Meine „Geschichte“ der Fotografie

Die „Geschichte“ meiner Fotografie begann ca. 1976: erste analoge Kamera (Ricoh). Dazu hatte ich umfangreiches Zubehör, wie versch. Linsen, Balgengerät, Serienbildmotor etc.

Anfangs nur Papierabzüge, später ausschließlich Dias (die allesamt irgendwann mal über die Wupper gingen, ca. 3.000 Bilder).

Das Equipement später für lau verkauft.

Parallel: erste digitale Kamera von VOBIS (kostete um die 600 DM).
Bilder waren eine Katastrophe, aber eben der erste Hype. Irgendwann mal verschenkt.

HP Photosmart 315

Zwischenzeitlich: eine HP Photosmart 315, hat mal das Zeitliche gesegnet.

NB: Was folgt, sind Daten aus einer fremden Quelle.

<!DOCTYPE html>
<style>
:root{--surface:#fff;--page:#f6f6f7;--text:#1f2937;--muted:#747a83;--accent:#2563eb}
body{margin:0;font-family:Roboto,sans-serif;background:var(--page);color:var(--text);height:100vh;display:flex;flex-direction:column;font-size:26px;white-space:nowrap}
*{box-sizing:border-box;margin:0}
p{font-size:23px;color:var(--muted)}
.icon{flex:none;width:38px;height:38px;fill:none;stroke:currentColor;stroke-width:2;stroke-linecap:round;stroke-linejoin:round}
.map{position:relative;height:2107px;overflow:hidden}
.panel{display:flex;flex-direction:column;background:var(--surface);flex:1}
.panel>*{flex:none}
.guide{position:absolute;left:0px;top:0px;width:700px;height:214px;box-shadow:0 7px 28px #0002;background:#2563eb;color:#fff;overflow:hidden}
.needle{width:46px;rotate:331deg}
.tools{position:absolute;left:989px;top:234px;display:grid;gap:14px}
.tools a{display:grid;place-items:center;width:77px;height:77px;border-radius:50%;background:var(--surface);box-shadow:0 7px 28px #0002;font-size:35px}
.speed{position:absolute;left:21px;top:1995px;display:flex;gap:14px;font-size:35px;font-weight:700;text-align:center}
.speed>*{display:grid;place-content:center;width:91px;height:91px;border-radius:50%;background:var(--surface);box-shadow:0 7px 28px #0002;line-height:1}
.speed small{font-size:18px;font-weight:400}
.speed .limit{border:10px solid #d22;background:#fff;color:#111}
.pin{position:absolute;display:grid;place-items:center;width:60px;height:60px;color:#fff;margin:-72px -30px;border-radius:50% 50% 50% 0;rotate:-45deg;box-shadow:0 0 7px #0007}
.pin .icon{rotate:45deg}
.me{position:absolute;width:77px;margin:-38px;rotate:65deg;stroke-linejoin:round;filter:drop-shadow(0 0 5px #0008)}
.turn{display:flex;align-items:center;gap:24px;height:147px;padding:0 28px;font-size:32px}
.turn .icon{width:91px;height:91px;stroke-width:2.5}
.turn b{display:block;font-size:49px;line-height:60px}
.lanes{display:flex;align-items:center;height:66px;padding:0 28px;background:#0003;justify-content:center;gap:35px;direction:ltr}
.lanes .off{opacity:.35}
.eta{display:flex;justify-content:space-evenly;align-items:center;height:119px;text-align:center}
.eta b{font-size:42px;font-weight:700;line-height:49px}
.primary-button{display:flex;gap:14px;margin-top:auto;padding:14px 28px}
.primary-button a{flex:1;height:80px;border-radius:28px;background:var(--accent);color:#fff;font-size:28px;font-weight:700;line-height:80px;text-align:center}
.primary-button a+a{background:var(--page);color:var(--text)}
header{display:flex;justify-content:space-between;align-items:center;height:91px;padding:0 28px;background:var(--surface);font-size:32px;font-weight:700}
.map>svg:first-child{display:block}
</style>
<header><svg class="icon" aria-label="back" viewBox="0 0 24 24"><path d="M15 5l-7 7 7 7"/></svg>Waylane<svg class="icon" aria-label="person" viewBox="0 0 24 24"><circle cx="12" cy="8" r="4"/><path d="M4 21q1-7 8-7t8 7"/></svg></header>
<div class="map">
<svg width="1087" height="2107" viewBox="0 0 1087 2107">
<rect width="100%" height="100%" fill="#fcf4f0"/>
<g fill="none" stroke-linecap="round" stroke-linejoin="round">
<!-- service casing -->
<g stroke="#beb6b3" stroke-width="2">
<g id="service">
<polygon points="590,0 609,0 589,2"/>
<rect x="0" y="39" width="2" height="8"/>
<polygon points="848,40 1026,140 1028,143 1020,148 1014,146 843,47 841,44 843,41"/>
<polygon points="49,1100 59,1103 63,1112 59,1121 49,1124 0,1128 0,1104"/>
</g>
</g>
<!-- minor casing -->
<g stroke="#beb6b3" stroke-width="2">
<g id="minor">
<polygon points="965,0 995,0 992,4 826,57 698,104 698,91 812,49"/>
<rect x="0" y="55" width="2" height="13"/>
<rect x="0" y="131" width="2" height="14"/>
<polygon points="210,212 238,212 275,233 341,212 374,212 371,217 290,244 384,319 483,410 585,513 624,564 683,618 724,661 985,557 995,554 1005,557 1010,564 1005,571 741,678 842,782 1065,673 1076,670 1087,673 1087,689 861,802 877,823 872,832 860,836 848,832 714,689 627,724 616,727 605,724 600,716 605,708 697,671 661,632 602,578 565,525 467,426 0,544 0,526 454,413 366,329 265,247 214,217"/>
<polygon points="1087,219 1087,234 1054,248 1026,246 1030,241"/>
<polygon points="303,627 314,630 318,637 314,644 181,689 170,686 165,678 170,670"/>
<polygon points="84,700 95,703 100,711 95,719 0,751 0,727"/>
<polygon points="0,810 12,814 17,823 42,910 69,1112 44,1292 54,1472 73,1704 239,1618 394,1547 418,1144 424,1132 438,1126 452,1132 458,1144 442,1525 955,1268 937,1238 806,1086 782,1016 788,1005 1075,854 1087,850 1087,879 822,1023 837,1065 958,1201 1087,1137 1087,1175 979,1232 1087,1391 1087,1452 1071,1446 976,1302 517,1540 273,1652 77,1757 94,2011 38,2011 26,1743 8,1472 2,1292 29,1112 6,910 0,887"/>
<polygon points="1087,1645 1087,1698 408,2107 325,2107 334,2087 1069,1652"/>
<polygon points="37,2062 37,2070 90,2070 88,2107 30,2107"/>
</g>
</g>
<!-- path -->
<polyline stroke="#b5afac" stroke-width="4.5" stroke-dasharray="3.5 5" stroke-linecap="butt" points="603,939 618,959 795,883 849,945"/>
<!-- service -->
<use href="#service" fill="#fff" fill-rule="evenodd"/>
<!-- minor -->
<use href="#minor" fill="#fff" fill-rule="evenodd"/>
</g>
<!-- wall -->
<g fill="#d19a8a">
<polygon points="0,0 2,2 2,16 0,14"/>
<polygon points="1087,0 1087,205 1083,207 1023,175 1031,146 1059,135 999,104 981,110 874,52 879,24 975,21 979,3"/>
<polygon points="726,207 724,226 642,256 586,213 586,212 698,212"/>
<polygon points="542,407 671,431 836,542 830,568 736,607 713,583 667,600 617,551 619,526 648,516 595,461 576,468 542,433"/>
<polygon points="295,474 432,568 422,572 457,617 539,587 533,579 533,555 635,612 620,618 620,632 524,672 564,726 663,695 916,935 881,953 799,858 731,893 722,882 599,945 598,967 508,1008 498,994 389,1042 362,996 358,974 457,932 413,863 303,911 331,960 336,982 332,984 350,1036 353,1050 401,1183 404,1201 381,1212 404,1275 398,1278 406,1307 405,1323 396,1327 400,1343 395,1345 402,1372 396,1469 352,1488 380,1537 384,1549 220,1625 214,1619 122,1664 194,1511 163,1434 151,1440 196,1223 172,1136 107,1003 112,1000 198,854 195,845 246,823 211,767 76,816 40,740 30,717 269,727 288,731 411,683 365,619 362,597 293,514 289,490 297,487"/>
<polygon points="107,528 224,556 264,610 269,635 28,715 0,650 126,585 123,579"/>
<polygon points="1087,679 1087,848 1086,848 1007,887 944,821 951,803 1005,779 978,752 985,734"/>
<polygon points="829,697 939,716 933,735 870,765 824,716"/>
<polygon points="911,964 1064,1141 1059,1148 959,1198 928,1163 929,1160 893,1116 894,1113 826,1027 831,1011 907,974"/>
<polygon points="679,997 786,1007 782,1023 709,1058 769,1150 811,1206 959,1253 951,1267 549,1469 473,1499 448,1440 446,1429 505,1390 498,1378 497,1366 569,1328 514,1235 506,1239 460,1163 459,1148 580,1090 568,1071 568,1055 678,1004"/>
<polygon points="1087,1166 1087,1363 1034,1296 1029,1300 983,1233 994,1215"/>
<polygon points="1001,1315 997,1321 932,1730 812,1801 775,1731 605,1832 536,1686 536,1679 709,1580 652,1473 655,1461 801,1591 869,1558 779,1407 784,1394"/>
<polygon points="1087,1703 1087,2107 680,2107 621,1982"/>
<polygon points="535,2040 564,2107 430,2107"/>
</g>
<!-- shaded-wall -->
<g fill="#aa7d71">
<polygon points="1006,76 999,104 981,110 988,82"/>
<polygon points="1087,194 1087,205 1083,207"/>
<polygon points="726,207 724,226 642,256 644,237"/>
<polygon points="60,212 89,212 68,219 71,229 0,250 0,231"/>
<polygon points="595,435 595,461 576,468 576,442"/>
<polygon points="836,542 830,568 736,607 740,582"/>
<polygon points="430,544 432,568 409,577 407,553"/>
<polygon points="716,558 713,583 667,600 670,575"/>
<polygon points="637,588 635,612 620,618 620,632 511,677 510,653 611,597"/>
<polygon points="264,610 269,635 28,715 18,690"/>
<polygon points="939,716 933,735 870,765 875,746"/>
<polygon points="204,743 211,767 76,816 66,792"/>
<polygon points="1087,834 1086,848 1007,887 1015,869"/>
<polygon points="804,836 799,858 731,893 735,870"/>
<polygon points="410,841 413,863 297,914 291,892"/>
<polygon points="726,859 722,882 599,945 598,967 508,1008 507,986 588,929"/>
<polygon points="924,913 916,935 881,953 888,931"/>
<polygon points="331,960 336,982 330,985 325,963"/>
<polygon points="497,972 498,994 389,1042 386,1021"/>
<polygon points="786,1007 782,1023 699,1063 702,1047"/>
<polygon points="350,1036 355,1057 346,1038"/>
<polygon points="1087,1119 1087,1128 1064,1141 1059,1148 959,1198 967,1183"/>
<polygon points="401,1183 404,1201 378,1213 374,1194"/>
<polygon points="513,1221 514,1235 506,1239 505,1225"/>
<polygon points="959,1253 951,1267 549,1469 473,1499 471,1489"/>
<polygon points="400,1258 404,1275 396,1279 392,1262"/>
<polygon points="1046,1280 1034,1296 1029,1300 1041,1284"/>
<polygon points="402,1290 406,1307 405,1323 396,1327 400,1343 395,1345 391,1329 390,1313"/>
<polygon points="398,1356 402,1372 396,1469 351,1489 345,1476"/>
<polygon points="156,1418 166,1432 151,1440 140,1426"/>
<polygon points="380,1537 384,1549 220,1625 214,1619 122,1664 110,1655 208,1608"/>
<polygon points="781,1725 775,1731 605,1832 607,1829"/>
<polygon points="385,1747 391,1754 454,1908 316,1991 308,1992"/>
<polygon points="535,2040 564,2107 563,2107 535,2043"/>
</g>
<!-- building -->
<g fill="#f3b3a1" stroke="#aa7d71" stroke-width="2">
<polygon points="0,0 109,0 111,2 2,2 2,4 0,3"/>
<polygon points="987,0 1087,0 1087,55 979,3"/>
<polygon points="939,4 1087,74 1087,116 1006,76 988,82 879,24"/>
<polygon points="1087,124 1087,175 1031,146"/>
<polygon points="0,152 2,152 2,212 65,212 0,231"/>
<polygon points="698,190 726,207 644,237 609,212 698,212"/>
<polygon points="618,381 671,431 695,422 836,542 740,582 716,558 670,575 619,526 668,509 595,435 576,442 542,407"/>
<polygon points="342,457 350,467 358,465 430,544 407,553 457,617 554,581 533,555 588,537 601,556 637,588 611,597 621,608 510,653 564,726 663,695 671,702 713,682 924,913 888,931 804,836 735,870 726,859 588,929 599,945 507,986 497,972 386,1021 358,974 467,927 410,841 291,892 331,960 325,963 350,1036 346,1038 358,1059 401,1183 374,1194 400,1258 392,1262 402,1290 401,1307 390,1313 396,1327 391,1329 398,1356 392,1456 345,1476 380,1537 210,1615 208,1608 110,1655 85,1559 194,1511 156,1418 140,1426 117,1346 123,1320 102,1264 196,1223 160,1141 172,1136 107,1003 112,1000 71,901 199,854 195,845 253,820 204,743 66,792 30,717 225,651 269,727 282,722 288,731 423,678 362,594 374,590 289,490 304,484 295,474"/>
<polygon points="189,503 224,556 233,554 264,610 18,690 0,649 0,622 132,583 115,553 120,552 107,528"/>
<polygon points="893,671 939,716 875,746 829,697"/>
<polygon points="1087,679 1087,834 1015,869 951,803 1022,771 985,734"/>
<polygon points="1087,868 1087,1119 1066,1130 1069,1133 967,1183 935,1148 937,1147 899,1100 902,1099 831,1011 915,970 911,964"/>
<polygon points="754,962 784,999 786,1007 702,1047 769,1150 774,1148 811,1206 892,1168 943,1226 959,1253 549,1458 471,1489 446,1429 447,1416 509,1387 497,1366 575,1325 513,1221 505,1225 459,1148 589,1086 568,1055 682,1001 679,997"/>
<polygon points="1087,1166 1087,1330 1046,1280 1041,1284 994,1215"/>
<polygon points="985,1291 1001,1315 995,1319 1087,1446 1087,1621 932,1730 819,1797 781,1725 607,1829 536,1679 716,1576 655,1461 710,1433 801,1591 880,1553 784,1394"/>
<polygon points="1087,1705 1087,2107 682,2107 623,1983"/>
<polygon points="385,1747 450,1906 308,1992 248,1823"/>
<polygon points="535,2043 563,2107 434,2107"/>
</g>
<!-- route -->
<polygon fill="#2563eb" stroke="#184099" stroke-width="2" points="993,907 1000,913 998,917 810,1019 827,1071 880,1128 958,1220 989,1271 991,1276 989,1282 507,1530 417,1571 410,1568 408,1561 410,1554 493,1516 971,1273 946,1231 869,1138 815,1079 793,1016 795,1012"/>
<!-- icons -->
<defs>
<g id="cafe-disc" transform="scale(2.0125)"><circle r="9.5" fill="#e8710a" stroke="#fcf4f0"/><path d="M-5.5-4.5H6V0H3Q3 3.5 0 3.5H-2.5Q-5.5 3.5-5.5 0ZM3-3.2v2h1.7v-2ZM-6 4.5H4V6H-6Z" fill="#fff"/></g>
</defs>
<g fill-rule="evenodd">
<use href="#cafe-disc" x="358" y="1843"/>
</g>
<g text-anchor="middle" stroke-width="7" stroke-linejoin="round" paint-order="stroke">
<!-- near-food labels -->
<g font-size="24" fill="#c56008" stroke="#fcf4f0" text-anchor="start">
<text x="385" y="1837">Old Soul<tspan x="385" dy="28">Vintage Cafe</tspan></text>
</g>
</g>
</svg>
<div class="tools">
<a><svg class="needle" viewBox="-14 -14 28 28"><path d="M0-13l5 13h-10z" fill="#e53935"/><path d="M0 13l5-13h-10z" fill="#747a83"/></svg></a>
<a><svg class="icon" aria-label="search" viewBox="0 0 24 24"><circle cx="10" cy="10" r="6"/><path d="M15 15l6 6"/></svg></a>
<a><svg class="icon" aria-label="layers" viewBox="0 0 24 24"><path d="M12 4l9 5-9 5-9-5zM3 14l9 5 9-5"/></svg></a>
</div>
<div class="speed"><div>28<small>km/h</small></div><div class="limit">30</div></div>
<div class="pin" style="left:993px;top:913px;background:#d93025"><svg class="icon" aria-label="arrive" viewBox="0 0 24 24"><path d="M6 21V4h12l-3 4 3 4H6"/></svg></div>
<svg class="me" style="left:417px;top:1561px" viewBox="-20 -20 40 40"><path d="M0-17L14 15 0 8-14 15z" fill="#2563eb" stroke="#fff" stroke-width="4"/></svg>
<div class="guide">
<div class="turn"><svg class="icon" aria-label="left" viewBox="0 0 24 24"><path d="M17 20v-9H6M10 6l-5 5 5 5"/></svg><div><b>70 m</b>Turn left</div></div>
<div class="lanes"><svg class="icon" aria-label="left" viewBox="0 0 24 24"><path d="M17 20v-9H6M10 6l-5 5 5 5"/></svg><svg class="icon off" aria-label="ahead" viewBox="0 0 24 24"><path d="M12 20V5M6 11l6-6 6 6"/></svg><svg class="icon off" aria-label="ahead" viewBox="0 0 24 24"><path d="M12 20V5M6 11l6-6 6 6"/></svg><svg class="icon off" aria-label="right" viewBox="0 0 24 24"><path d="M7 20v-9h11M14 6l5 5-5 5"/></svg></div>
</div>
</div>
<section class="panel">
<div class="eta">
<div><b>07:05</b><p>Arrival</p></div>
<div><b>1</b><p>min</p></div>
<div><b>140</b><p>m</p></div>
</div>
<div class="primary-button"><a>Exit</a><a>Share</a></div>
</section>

Für kurze Zeit nutzte ich eine digitale Kamera von Panasonic. Sauteuer (1.200 DM), Ergebnisse waren eine Katastrophe. Auch irgendwann mal wieder für lau verkauft.

Canon EOS 1000
Tamron-Tele-18-200

Ca. 2009/2010: Canon EOS 1000 mit einem Tamron-Objektiv. Später alles verkauft. Für lau.

Canon Powershot A800

Meine „geliebte“ Canon Powershot A800 hat mit einem „Objektivfehler“ das Zeitliche gesegnet. Reparatur unmöglich, weil es keine Ersatzteile mehr gibt.

Nach einigen Versuchen mit versch. Handys und Tablets bin ich bei meinen Apple-Produkten hängen geblieben: iPhone 6 (16 GB), und iPad Air 2 (16 GB).

Eigentlich wollte ich nicht mehr in eine digitale Kamera Kohle investieren. Doch beim Discounter gabs eine „Allerweltskamera/Schönwetterkamera“ für lau. Dazu hatte ich mich auch im Artikel Testbilder mit meiner neuen Bridgekamera geäußert, bzw. im Artikel Fotosession mit einer Freundin im Orchideenhaus Hannover.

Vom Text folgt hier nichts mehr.